### EXERCISE DETAILS
All of the records must be restated exactly, with every line complete.

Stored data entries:

■ ■ ■ ■ ■

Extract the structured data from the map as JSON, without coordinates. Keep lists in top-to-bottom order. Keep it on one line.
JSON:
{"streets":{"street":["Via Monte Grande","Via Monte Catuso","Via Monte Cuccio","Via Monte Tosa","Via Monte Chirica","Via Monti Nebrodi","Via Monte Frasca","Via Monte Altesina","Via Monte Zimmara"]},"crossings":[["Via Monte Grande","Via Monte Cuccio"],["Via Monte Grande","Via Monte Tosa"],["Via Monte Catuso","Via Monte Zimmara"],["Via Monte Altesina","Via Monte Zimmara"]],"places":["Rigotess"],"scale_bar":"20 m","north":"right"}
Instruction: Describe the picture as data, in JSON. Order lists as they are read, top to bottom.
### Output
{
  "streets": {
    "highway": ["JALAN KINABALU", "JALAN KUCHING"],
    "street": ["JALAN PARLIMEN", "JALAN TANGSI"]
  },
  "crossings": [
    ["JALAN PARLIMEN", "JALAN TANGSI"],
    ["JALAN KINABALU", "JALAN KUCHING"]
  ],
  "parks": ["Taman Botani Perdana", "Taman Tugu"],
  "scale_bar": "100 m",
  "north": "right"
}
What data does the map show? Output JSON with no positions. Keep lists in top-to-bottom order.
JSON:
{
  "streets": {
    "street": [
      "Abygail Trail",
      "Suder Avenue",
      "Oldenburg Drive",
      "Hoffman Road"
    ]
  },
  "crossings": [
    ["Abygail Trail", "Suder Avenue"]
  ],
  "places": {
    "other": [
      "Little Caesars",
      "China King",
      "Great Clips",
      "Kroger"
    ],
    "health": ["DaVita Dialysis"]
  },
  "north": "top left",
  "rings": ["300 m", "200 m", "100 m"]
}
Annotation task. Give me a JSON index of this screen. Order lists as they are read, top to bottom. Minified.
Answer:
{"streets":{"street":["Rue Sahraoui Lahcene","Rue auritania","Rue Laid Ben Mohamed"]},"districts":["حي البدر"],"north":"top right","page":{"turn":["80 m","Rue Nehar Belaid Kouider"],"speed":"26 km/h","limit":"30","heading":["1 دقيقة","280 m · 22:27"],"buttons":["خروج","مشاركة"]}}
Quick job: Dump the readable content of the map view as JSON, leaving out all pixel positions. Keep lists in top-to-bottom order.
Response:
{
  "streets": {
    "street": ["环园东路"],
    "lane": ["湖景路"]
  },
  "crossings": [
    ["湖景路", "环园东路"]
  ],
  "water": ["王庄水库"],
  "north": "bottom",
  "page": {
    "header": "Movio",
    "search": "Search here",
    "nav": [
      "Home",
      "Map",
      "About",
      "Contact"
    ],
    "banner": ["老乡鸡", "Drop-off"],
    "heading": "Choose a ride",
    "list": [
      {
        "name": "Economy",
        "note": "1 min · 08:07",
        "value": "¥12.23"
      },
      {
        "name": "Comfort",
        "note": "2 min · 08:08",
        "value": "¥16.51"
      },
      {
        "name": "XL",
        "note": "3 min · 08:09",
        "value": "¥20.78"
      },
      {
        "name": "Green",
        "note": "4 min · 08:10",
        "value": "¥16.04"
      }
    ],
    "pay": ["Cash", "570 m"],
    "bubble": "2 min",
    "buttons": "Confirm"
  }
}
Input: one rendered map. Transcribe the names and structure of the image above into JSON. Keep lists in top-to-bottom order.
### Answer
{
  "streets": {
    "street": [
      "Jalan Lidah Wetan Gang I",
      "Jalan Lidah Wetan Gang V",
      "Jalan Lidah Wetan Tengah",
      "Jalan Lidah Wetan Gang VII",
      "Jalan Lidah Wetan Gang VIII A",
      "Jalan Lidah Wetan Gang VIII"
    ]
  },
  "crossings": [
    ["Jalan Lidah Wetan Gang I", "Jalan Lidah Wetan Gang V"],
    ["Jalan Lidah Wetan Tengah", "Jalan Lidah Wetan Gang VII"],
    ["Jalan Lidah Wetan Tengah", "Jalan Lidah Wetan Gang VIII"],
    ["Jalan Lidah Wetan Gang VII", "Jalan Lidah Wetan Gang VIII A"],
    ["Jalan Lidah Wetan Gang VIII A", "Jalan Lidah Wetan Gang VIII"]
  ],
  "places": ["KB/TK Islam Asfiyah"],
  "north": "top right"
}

■ ■ ■ ■ ■

### TASK RESPONSE
Extract the structured data from the map as JSON, without coordinates. Keep lists in top-to-bottom order. Keep it on one line.
JSON:
{"streets":{"street":["Via Monte Grande","Via Monte Catuso","Via Monte Cuccio","Via Monte Tosa","Via Monte Chirica","Via Monti Nebrodi","Via Monte Frasca","Via Monte Altesina","Via Monte Zimmara"]},"crossings":[["Via Monte Grande","Via Monte Cuccio"],["Via Monte Grande","Via Monte Tosa"],["Via Monte Catuso","Via Monte Zimmara"],["Via Monte Altesina","Via Monte Zimmara"]],"places":["Rigotess"],"scale_bar":"20 m","north":"right"}
Instruction: Describe the picture as data, in JSON. Order lists as they are read, top to bottom.
### Output
{
  "streets": {
    "highway": ["JALAN KINABALU", "JALAN KUCHING"],
    "street": ["JALAN PARLIMEN", "JALAN TANGSI"]
  },
  "crossings": [
    ["JALAN PARLIMEN", "JALAN TANGSI"],
    ["JALAN KINABALU", "JALAN KUCHING"]
  ],
  "parks": ["Taman Botani Perdana", "Taman Tugu"],
  "scale_bar": "100 m",
  "north": "right"
}
What data does the map show? Output JSON with no positions. Keep lists in top-to-bottom order.
JSON:
{
  "streets": {
    "street": [
      "Abygail Trail",
      "Suder Avenue",
      "Oldenburg Drive",
      "Hoffman Road"
    ]
  },
  "crossings": [
    ["Abygail Trail", "Suder Avenue"]
  ],
  "places": {
    "other": [
      "Little Caesars",
      "China King",
      "Great Clips",
      "Kroger"
    ],
    "health": ["DaVita Dialysis"]
  },
  "north": "top left",
  "rings": ["300 m", "200 m", "100 m"]
}
Annotation task. Give me a JSON index of this screen. Order lists as they are read, top to bottom. Minified.
Answer:
{"streets":{"street":["Rue Sahraoui Lahcene","Rue auritania","Rue Laid Ben Mohamed"]},"districts":["حي البدر"],"north":"top right","page":{"turn":["80 m","Rue Nehar Belaid Kouider"],"speed":"26 km/h","limit":"30","heading":["1 دقيقة","280 m · 22:27"],"buttons":["خروج","مشاركة"]}}
Quick job: Dump the readable content of the map view as JSON, leaving out all pixel positions. Keep lists in top-to-bottom order.
Response:
{
  "streets": {
    "street": ["环园东路"],
    "lane": ["湖景路"]
  },
  "crossings": [
    ["湖景路", "环园东路"]
  ],
  "water": ["王庄水库"],
  "north": "bottom",
  "page": {
    "header": "Movio",
    "search": "Search here",
    "nav": [
      "Home",
      "Map",
      "About",
      "Contact"
    ],
    "banner": ["老乡鸡", "Drop-off"],
    "heading": "Choose a ride",
    "list": [
      {
        "name": "Economy",
        "note": "1 min · 08:07",
        "value": "¥12.23"
      },
      {
        "name": "Comfort",
        "note": "2 min · 08:08",
        "value": "¥16.51"
      },
      {
        "name": "XL",
        "note": "3 min · 08:09",
        "value": "¥20.78"
      },
      {
        "name": "Green",
        "note": "4 min · 08:10",
        "value": "¥16.04"
      }
    ],
    "pay": ["Cash", "570 m"],
    "bubble": "2 min",
    "buttons": "Confirm"
  }
}
Input: one rendered map. Transcribe the names and structure of the image above into JSON. Keep lists in top-to-bottom order.
### Answer
{
  "streets": {
    "street": [
      "Jalan Lidah Wetan Gang I",
      "Jalan Lidah Wetan Gang V",
      "Jalan Lidah Wetan Tengah",
      "Jalan Lidah Wetan Gang VII",
      "Jalan Lidah Wetan Gang VIII A",
      "Jalan Lidah Wetan Gang VIII"
    ]
  },
  "crossings": [
    ["Jalan Lidah Wetan Gang I", "Jalan Lidah Wetan Gang V"],
    ["Jalan Lidah Wetan Tengah", "Jalan Lidah Wetan Gang VII"],
    ["Jalan Lidah Wetan Tengah", "Jalan Lidah Wetan Gang VIII"],
    ["Jalan Lidah Wetan Gang VII", "Jalan Lidah Wetan Gang VIII A"],
    ["Jalan Lidah Wetan Gang VIII A", "Jalan Lidah Wetan Gang VIII"]
  ],
  "places": ["KB/TK Islam Asfiyah"],
  "north": "top right"
}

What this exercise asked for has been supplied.